● **WHAT YOU WILL DO**: Take the data that sits below and write it out again exactly.

● **EXCERPTED RECORDS**:
========================================
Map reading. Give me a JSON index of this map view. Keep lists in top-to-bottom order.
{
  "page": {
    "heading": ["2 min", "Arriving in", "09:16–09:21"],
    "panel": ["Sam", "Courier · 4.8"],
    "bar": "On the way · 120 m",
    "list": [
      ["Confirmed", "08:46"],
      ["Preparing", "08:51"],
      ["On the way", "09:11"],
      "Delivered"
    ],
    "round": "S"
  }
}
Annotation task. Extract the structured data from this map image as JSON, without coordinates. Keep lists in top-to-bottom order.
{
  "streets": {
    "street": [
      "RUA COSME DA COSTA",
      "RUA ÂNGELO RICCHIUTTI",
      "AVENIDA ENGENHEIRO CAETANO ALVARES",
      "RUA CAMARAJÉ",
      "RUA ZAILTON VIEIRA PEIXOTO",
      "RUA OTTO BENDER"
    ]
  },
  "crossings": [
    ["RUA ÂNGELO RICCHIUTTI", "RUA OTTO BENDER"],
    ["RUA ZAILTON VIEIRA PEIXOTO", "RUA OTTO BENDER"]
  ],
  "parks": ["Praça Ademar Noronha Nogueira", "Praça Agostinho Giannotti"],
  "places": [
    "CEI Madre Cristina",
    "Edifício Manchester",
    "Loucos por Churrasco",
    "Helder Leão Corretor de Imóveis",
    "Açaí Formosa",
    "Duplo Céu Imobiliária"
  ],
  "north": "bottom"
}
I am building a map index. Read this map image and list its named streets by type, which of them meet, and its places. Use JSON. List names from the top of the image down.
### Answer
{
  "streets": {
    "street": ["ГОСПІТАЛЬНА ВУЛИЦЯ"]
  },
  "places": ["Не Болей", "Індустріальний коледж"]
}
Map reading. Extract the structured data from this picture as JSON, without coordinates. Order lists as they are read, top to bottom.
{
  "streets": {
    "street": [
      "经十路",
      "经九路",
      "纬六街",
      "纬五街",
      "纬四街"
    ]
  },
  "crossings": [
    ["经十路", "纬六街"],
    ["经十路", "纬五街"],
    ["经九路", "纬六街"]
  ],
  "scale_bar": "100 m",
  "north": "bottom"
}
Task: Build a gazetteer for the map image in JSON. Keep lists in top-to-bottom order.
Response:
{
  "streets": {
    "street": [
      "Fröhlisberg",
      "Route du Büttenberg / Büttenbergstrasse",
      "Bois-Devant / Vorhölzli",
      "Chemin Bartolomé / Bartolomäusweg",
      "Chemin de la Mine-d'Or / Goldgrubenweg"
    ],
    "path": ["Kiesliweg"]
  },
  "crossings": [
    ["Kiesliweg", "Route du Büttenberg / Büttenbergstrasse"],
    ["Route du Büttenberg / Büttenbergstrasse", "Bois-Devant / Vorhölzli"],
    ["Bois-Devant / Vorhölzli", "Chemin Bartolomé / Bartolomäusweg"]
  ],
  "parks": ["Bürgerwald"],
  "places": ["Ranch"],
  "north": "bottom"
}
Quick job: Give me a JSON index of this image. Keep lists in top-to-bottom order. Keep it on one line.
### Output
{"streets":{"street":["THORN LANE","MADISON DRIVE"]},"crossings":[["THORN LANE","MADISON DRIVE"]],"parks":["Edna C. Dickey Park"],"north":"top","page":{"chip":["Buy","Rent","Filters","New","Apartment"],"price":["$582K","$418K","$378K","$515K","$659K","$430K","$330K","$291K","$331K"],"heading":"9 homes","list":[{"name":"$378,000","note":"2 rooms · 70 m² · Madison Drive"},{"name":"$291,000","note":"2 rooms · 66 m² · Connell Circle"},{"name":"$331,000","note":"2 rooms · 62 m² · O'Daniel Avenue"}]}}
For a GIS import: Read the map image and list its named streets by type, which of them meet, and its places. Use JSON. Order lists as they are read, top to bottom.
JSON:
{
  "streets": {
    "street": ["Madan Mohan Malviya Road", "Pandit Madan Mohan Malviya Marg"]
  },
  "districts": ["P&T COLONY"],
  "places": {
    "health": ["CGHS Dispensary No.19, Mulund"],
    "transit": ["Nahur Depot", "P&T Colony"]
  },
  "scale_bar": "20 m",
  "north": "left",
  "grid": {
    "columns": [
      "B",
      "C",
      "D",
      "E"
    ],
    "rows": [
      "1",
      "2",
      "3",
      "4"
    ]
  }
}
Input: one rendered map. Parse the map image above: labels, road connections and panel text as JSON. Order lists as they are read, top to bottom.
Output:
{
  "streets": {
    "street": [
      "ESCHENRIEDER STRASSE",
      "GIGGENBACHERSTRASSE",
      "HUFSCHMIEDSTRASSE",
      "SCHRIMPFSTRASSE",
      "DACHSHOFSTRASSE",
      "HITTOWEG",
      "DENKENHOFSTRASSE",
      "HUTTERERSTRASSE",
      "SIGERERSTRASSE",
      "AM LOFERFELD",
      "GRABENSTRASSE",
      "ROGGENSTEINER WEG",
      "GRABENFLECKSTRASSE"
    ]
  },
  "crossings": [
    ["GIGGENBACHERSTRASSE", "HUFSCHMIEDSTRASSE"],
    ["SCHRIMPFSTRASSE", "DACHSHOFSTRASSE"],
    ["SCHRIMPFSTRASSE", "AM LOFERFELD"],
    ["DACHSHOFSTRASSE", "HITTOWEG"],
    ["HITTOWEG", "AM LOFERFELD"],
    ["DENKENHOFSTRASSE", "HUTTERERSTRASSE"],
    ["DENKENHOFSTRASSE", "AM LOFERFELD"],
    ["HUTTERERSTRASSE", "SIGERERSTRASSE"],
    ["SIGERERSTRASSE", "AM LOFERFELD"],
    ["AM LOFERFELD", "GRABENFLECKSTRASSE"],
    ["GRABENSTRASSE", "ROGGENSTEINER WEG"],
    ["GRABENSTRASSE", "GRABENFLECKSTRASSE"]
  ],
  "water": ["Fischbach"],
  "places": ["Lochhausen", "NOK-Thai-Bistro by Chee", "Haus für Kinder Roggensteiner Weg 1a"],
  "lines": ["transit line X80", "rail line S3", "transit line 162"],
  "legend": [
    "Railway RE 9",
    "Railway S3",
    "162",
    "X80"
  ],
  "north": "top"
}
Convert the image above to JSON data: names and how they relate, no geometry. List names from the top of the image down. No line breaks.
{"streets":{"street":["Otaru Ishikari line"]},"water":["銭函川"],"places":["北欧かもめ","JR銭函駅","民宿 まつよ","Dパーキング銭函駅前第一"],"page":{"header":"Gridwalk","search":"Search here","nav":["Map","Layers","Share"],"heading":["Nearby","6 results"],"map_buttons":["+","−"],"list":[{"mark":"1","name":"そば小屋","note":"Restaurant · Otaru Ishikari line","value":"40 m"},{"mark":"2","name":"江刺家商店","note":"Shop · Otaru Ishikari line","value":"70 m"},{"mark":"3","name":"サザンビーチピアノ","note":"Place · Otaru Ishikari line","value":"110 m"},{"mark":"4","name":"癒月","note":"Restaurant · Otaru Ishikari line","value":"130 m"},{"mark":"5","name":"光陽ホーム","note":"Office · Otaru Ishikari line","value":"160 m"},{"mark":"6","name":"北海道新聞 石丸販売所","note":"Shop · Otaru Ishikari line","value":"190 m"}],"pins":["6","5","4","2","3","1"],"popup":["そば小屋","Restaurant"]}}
========================================
● **RESPONSE TO THIS EXERCISE**:
Map reading. Give me a JSON index of this map view. Keep lists in top-to-bottom order.
{
  "page": {
    "heading": ["2 min", "Arriving in", "09:16–09:21"],
    "panel": ["Sam", "Courier · 4.8"],
    "bar": "On the way · 120 m",
    "list": [
      ["Confirmed", "08:46"],
      ["Preparing", "08:51"],
      ["On the way", "09:11"],
      "Delivered"
    ],
    "round": "S"
  }
}
Annotation task. Extract the structured data from this map image as JSON, without coordinates. Keep lists in top-to-bottom order.
{
  "streets": {
    "street": [
      "RUA COSME DA COSTA",
      "RUA ÂNGELO RICCHIUTTI",
      "AVENIDA ENGENHEIRO CAETANO ALVARES",
      "RUA CAMARAJÉ",
      "RUA ZAILTON VIEIRA PEIXOTO",
      "RUA OTTO BENDER"
    ]
  },
  "crossings": [
    ["RUA ÂNGELO RICCHIUTTI", "RUA OTTO BENDER"],
    ["RUA ZAILTON VIEIRA PEIXOTO", "RUA OTTO BENDER"]
  ],
  "parks": ["Praça Ademar Noronha Nogueira", "Praça Agostinho Giannotti"],
  "places": [
    "CEI Madre Cristina",
    "Edifício Manchester",
    "Loucos por Churrasco",
    "Helder Leão Corretor de Imóveis",
    "Açaí Formosa",
    "Duplo Céu Imobiliária"
  ],
  "north": "bottom"
}
I am building a map index. Read this map image and list its named streets by type, which of them meet, and its places. Use JSON. List names from the top of the image down.
### Answer
{
  "streets": {
    "street": ["ГОСПІТАЛЬНА ВУЛИЦЯ"]
  },
  "places": ["Не Болей", "Індустріальний коледж"]
}
Map reading. Extract the structured data from this picture as JSON, without coordinates. Order lists as they are read, top to bottom.
{
  "streets": {
    "street": [
      "经十路",
      "经九路",
      "纬六街",
      "纬五街",
      "纬四街"
    ]
  },
  "crossings": [
    ["经十路", "纬六街"],
    ["经十路", "纬五街"],
    ["经九路", "纬六街"]
  ],
  "scale_bar": "100 m",
  "north": "bottom"
}
Task: Build a gazetteer for the map image in JSON. Keep lists in top-to-bottom order.
Response:
{
  "streets": {
    "street": [
      "Fröhlisberg",
      "Route du Büttenberg / Büttenbergstrasse",
      "Bois-Devant / Vorhölzli",
      "Chemin Bartolomé / Bartolomäusweg",
      "Chemin de la Mine-d'Or / Goldgrubenweg"
    ],
    "path": ["Kiesliweg"]
  },
  "crossings": [
    ["Kiesliweg", "Route du Büttenberg / Büttenbergstrasse"],
    ["Route du Büttenberg / Büttenbergstrasse", "Bois-Devant / Vorhölzli"],
    ["Bois-Devant / Vorhölzli", "Chemin Bartolomé / Bartolomäusweg"]
  ],
  "parks": ["Bürgerwald"],
  "places": ["Ranch"],
  "north": "bottom"
}
Quick job: Give me a JSON index of this image. Keep lists in top-to-bottom order. Keep it on one line.
### Output
{"streets":{"street":["THORN LANE","MADISON DRIVE"]},"crossings":[["THORN LANE","MADISON DRIVE"]],"parks":["Edna C. Dickey Park"],"north":"top","page":{"chip":["Buy","Rent","Filters","New","Apartment"],"price":["$582K","$418K","$378K","$515K","$659K","$430K","$330K","$291K","$331K"],"heading":"9 homes","list":[{"name":"$378,000","note":"2 rooms · 70 m² · Madison Drive"},{"name":"$291,000","note":"2 rooms · 66 m² · Connell Circle"},{"name":"$331,000","note":"2 rooms · 62 m² · O'Daniel Avenue"}]}}
For a GIS import: Read the map image and list its named streets by type, which of them meet, and its places. Use JSON. Order lists as they are read, top to bottom.
JSON:
{
  "streets": {
    "street": ["Madan Mohan Malviya Road", "Pandit Madan Mohan Malviya Marg"]
  },
  "districts": ["P&T COLONY"],
  "places": {
    "health": ["CGHS Dispensary No.19, Mulund"],
    "transit": ["Nahur Depot", "P&T Colony"]
  },
  "scale_bar": "20 m",
  "north": "left",
  "grid": {
    "columns": [
      "B",
      "C",
      "D",
      "E"
    ],
    "rows": [
      "1",
      "2",
      "3",
      "4"
    ]
  }
}
Input: one rendered map. Parse the map image above: labels, road connections and panel text as JSON. Order lists as they are read, top to bottom.
Output:
{
  "streets": {
    "street": [
      "ESCHENRIEDER STRASSE",
      "GIGGENBACHERSTRASSE",
      "HUFSCHMIEDSTRASSE",
      "SCHRIMPFSTRASSE",
      "DACHSHOFSTRASSE",
      "HITTOWEG",
      "DENKENHOFSTRASSE",
      "HUTTERERSTRASSE",
      "SIGERERSTRASSE",
      "AM LOFERFELD",
      "GRABENSTRASSE",
      "ROGGENSTEINER WEG",
      "GRABENFLECKSTRASSE"
    ]
  },
  "crossings": [
    ["GIGGENBACHERSTRASSE", "HUFSCHMIEDSTRASSE"],
    ["SCHRIMPFSTRASSE", "DACHSHOFSTRASSE"],
    ["SCHRIMPFSTRASSE", "AM LOFERFELD"],
    ["DACHSHOFSTRASSE", "HITTOWEG"],
    ["HITTOWEG", "AM LOFERFELD"],
    ["DENKENHOFSTRASSE", "HUTTERERSTRASSE"],
    ["DENKENHOFSTRASSE", "AM LOFERFELD"],
    ["HUTTERERSTRASSE", "SIGERERSTRASSE"],
    ["SIGERERSTRASSE", "AM LOFERFELD"],
    ["AM LOFERFELD", "GRABENFLECKSTRASSE"],
    ["GRABENSTRASSE", "ROGGENSTEINER WEG"],
    ["GRABENSTRASSE", "GRABENFLECKSTRASSE"]
  ],
  "water": ["Fischbach"],
  "places": ["Lochhausen", "NOK-Thai-Bistro by Chee", "Haus für Kinder Roggensteiner Weg 1a"],
  "lines": ["transit line X80", "rail line S3", "transit line 162"],
  "legend": [
    "Railway RE 9",
    "Railway S3",
    "162",
    "X80"
  ],
  "north": "top"
}
Convert the image above to JSON data: names and how they relate, no geometry. List names from the top of the image down. No line breaks.
{"streets":{"street":["Otaru Ishikari line"]},"water":["銭函川"],"places":["北欧かもめ","JR銭函駅","民宿 まつよ","Dパーキング銭函駅前第一"],"page":{"header":"Gridwalk","search":"Search here","nav":["Map","Layers","Share"],"heading":["Nearby","6 results"],"map_buttons":["+","−"],"list":[{"mark":"1","name":"そば小屋","note":"Restaurant · Otaru Ishikari line","value":"40 m"},{"mark":"2","name":"江刺家商店","note":"Shop · Otaru Ishikari line","value":"70 m"},{"mark":"3","name":"サザンビーチピアノ","note":"Place · Otaru Ishikari line","value":"110 m"},{"mark":"4","name":"癒月","note":"Restaurant · Otaru Ishikari line","value":"130 m"},{"mark":"5","name":"光陽ホーム","note":"Office · Otaru Ishikari line","value":"160 m"},{"mark":"6","name":"北海道新聞 石丸販売所","note":"Shop · Otaru Ishikari line","value":"190 m"}],"pins":["6","5","4","2","3","1"],"popup":["そば小屋","Restaurant"]}}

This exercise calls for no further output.